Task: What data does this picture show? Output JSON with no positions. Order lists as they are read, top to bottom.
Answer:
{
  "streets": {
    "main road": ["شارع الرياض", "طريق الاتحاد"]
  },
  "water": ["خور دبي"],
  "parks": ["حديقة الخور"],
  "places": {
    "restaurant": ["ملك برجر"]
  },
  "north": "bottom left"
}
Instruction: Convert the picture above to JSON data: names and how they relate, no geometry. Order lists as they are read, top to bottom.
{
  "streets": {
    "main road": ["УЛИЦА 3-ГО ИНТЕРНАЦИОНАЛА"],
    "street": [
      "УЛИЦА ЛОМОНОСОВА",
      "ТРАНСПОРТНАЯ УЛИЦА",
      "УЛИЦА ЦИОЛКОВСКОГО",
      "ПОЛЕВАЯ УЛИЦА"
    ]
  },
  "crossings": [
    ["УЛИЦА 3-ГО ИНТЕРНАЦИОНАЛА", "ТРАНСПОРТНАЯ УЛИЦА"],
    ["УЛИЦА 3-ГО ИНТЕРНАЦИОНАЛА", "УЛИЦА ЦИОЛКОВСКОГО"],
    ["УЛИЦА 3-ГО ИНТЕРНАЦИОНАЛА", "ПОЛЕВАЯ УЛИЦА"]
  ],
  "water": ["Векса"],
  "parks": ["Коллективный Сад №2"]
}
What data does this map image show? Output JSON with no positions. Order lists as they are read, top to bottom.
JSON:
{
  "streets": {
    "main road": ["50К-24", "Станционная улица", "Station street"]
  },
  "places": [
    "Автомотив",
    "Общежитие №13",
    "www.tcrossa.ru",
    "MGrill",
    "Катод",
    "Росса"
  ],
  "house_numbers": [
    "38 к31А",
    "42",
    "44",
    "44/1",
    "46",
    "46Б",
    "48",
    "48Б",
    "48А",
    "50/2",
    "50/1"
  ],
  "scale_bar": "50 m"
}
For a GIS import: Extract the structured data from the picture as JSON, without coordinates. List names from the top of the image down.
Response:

************

* [WHAT THE EXERCISE ASKS] The lines from the start of the entries above through the line containing "What data does this map" are the ones to return, please; copy them exactly and include both ends.

* [SOLUTION TO THIS EXERCISE]
Task: What data does this picture show? Output JSON with no positions. Order lists as they are read, top to bottom.
Answer:
{
  "streets": {
    "main road": ["شارع الرياض", "طريق الاتحاد"]
  },
  "water": ["خور دبي"],
  "parks": ["حديقة الخور"],
  "places": {
    "restaurant": ["ملك برجر"]
  },
  "north": "bottom left"
}
Instruction: Convert the picture above to JSON data: names and how they relate, no geometry. Order lists as they are read, top to bottom.
{
  "streets": {
    "main road": ["УЛИЦА 3-ГО ИНТЕРНАЦИОНАЛА"],
    "street": [
      "УЛИЦА ЛОМОНОСОВА",
      "ТРАНСПОРТНАЯ УЛИЦА",
      "УЛИЦА ЦИОЛКОВСКОГО",
      "ПОЛЕВАЯ УЛИЦА"
    ]
  },
  "crossings": [
    ["УЛИЦА 3-ГО ИНТЕРНАЦИОНАЛА", "ТРАНСПОРТНАЯ УЛИЦА"],
    ["УЛИЦА 3-ГО ИНТЕРНАЦИОНАЛА", "УЛИЦА ЦИОЛКОВСКОГО"],
    ["УЛИЦА 3-ГО ИНТЕРНАЦИОНАЛА", "ПОЛЕВАЯ УЛИЦА"]
  ],
  "water": ["Векса"],
  "parks": ["Коллективный Сад №2"]
}
What data does this map image show? Output JSON with no positions. Order lists as they are read, top to bottom.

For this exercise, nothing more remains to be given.